Searching session recordings

The Fuzzy filter allows you to search inside recorded connections.

The search term is matched against:

  • The keystrokes entered during a connection.
  • The titles of recorded device connection windows.

    Note

    The window refers to the tool opened to access the device.

See Device Access Report.

Archive screenshots

See Device Access Report.

Shadowing a connection being recorded

Shadowing an active recorded connection shows a live view of the connection in progress.

To shadow an active connection being recorded:

  1. Click on Device access in the right hand menu.

  2. Within the Device access report window, check the checkbox next to PAM sessions.

  3. The PAM sessions section will now be added to the Device access report window.

    Device connections tab

  4. To shadow an active connection being recorded, click the Shadow icon Shadow connection icon.

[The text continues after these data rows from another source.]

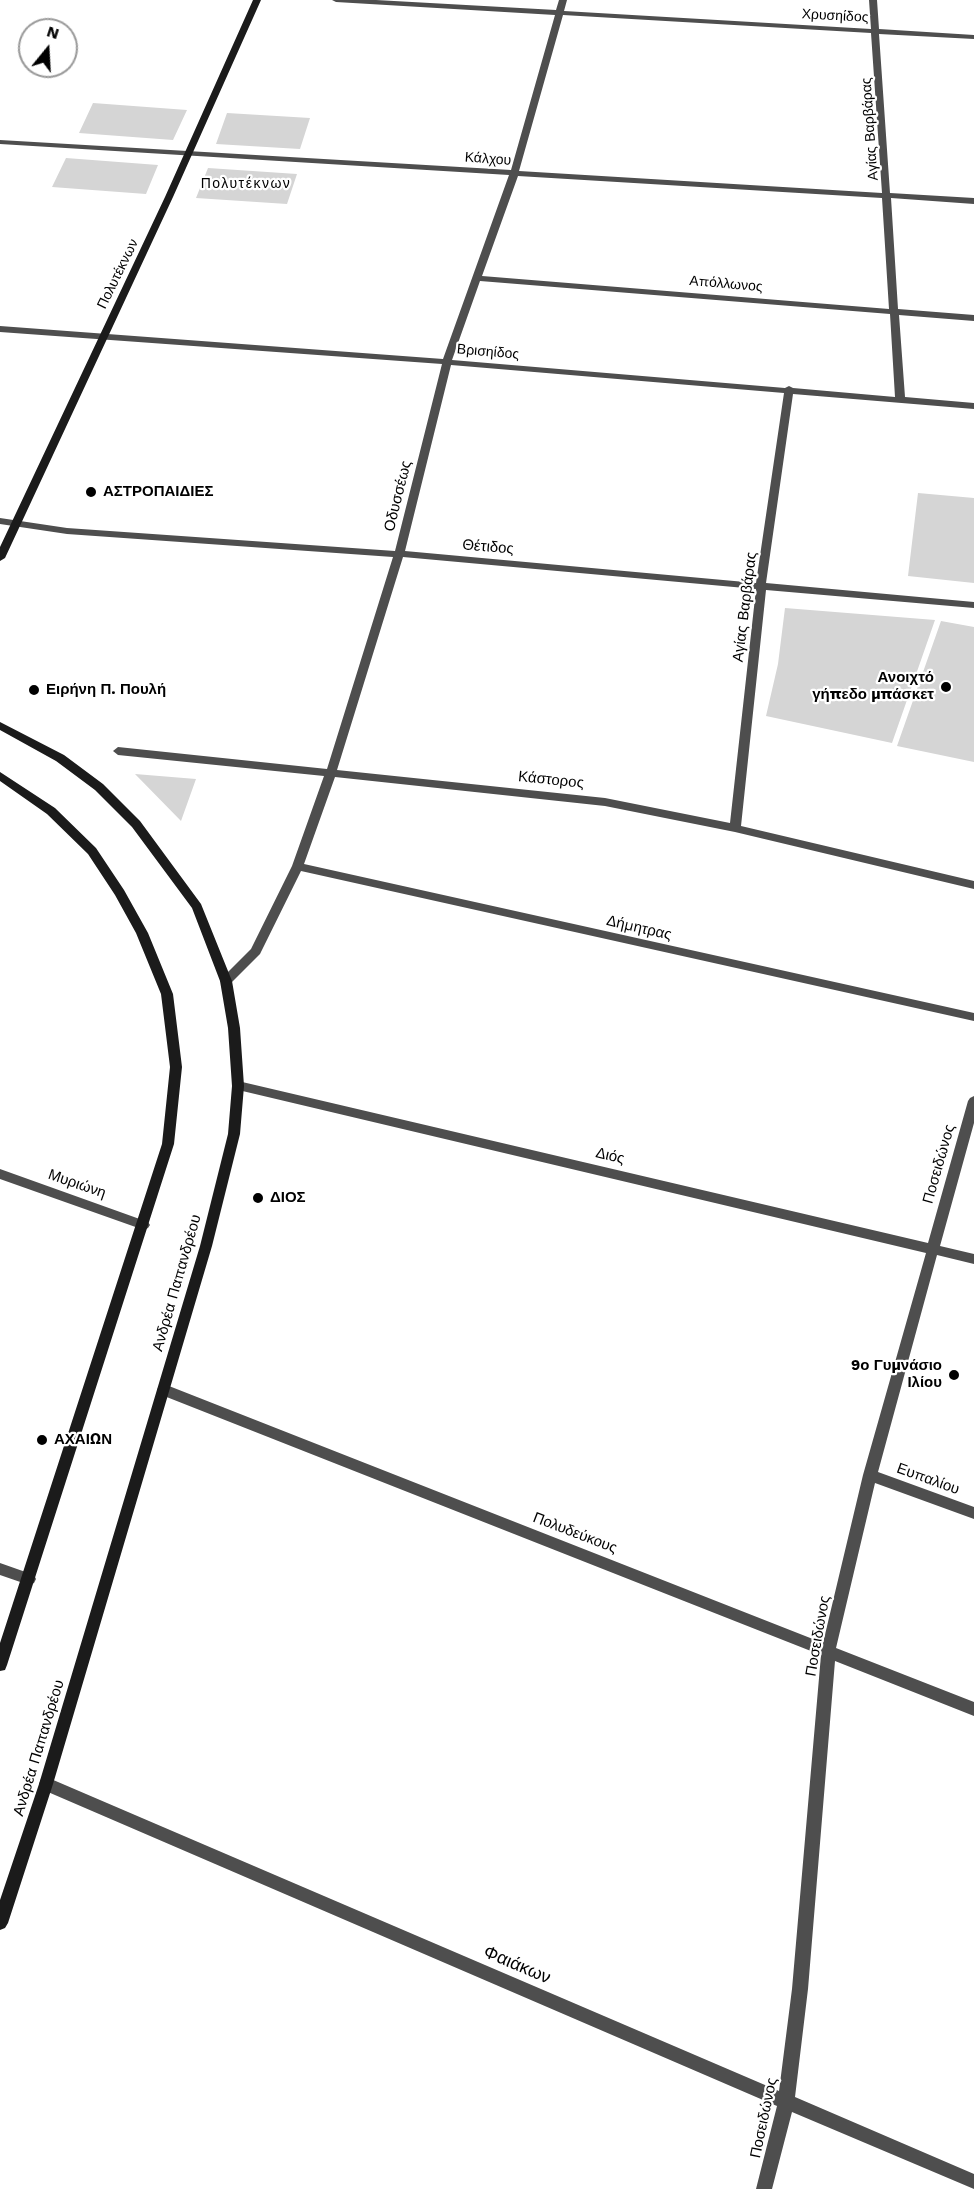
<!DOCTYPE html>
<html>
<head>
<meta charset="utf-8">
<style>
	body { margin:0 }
	#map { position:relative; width:974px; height:2189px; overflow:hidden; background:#fff; font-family:"Work Sans",sans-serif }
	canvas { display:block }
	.north { position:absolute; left:18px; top:18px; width:60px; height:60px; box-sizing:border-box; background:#fff; border:2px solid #999; border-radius:50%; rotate:18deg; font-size:16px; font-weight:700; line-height:24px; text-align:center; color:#000 }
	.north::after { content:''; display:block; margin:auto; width:21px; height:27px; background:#000; clip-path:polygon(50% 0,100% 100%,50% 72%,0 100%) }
</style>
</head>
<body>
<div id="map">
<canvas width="974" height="2189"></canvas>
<div class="north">N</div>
</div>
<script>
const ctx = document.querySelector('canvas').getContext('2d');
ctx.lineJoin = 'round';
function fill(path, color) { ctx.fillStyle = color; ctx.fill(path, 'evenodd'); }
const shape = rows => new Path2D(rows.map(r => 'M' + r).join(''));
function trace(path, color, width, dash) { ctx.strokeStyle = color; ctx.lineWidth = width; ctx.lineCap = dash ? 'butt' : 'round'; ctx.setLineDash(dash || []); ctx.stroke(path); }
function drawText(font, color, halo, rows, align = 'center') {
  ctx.font = font + ' "Work Sans",sans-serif'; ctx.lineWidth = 4.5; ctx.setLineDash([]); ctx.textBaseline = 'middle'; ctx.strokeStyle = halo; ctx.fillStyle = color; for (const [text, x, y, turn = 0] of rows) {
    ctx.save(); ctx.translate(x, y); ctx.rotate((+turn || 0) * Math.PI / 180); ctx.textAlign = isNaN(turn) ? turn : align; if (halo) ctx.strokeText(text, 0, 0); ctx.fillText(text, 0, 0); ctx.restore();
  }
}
const green = shape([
	[93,103,187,110,173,140,79,133],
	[227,113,310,118,300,149,216,144],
	[66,158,158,165,146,194,52,187],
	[208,168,297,174,287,204,196,198],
	[918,493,974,498,974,583,908,576],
	[785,608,935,620,892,743,766,716,778,664],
	[941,621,974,627,974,762,897,746],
	[135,774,196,779,181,821]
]);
const street = shape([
	[332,0,376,0,556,10,559,0,567,0,564,11,871,29,869,0,877,0,879,29,974,35,974,39,879,34,890,193,974,198,974,204,891,198,898,309,974,315,974,321,899,315,905,397,974,403,974,409,793,394,766,583,974,602,974,608,766,590,741,826,974,881,974,889,735,832,605,806,335,777,304,864,974,1013,974,1021,301,871,260,954,230,984,222,984,220,981,222,978,251,949,292,866,324,776,118,755,113,751,118,747,327,769,393,557,67,534,0,524,0,518,67,528,395,551,442,364,0,332,0,326,443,359,509,175,0,144,0,140,511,170,555,15,336,2,332,0],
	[563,15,871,33,882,193,519,171,563,15],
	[518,176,882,198,889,309,482,276,518,176],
	[480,281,890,314,895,397,793,388,789,386,785,388,452,360,480,281],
	[451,365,784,393,756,583,405,551,451,365],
	[403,557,756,589,730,823,605,798,337,770,403,557],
	[238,1081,928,1243,968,1101,970,1098,974,1096,974,1123,940,1246,974,1254,974,1264,937,1255,878,1472,974,1507,974,1519,875,1483,836,1648,974,1702,974,1716,835,1661,808,1989,795,2097,974,2174,974,2189,792,2112,772,2189,756,2189,777,2106,41,1789,39,1784,41,1779,46,1777,51,1779,779,2091,792,1989,821,1655,159,1394,157,1390,159,1386,164,1385,169,1386,823,1643,863,1475,926,1253,234,1089,232,1086,238,1081],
	[0,1169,148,1222,150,1225,148,1228,144,1230,0,1179,0,1169],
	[0,1563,34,1575,36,1579,34,1583,29,1585,0,1575,0,1563]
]);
const secondary = shape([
	[253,0,261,0,173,197,5,558,0,561,0,547,165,197,253,0],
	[0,722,64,755,103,784,140,821,201,904,232,981,240,1028,244,1086,240,1134,212,1246,53,1784,8,1923,5,1928,0,1930,0,1900,39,1784,200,1246,228,1134,232,1086,228,1028,220,981,192,908,132,827,95,790,56,761,0,730,0,722],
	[0,772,55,808,96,848,124,890,148,933,173,994,182,1067,174,1144,7,1665,5,1670,0,1671,0,1643,162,1144,170,1067,161,994,136,933,115,895,88,854,47,814,0,781,0,772]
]);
const markers = [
	[91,492,6,"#000"],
	[946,687,6,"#000"],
	[34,690,6,"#000"],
	[258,1198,6,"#000"],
	[954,1375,6,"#000"],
	[42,1440,6,"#000"]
];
const farStreetnames = [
	["Χρυσηίδος",835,16,3],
	["Αγίας Βαρβάρας",870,129,-94],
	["Κάλχου",488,159,4],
	["Πολυτέκνων",118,274,-64],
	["Απόλλωνος",726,284,5],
	["Βρισηίδος",488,352,5]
];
const farNeighbourhoodnames = [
	["Πολυτέκνων",246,184]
];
const poiNames = [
	["ΑΣΤΡΟΠΑΙΔΙΕΣ",103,492],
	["Ανοιχτό",934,678,"right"],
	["γήπεδο μπάσκετ",934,695,"right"],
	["Ειρήνη Π. Πουλή",46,690],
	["ΔΙΟΣ",270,1198],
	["9ο Γυμνάσιο",942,1366,"right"],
	["Ιλίου",942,1383,"right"],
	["ΑΧΑΙΩΝ",54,1440]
];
const streetNames = [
	["Οδυσσέως",398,496,-76],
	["Θέτιδος",488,547,5],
	["Αγίας Βαρβάρας",745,607,-83],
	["Κάστορος",551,780,6],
	["Δήμητρας",639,928,13],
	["Διός",610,1156,13],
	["Ποσειδώνος",939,1164,-74],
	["Μυριώνη",77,1184,19],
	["Ανδρέα Παπανδρέου",177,1283,-74],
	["Ευπαλίου",928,1479,20],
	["Πολυδεύκους",575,1533,21],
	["Ποσειδώνος",818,1636,-80],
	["Ανδρέα Παπανδρέου",39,1748,-73],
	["Ποσειδώνος",764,2118,-78]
];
const nearStreetnames = [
	["Φαιάκων",517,1965,23]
];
fill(green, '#d5d5d5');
fill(street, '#4e4e4e');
fill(secondary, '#1b1b1b');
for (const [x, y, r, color] of markers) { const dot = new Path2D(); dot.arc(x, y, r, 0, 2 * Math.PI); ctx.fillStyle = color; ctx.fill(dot); trace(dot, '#fff', 2); }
drawText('14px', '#000', '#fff', farStreetnames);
ctx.letterSpacing = '1.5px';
drawText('14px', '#000', '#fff', farNeighbourhoodnames);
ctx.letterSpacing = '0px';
drawText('bold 15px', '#000', '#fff', poiNames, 'left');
drawText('15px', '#000', '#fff', streetNames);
drawText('18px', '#000', '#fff', nearStreetnames);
</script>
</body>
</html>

  5. The Session Player window opens and states that you are shadowing the selected connection.

    Screenshot player

    During the shadowing of an active connection:

    • If the shadowed user opens a new recorded device connection, you will be notified, and can either wait for the shadowed window to become active again, or click to shadow the new recorded connection.
    • If the shadowed user moves focus away from the recorded window, you will be notified, and can either wait for the user to switch focus back to the shadowed connection, or stop shadowing the connection.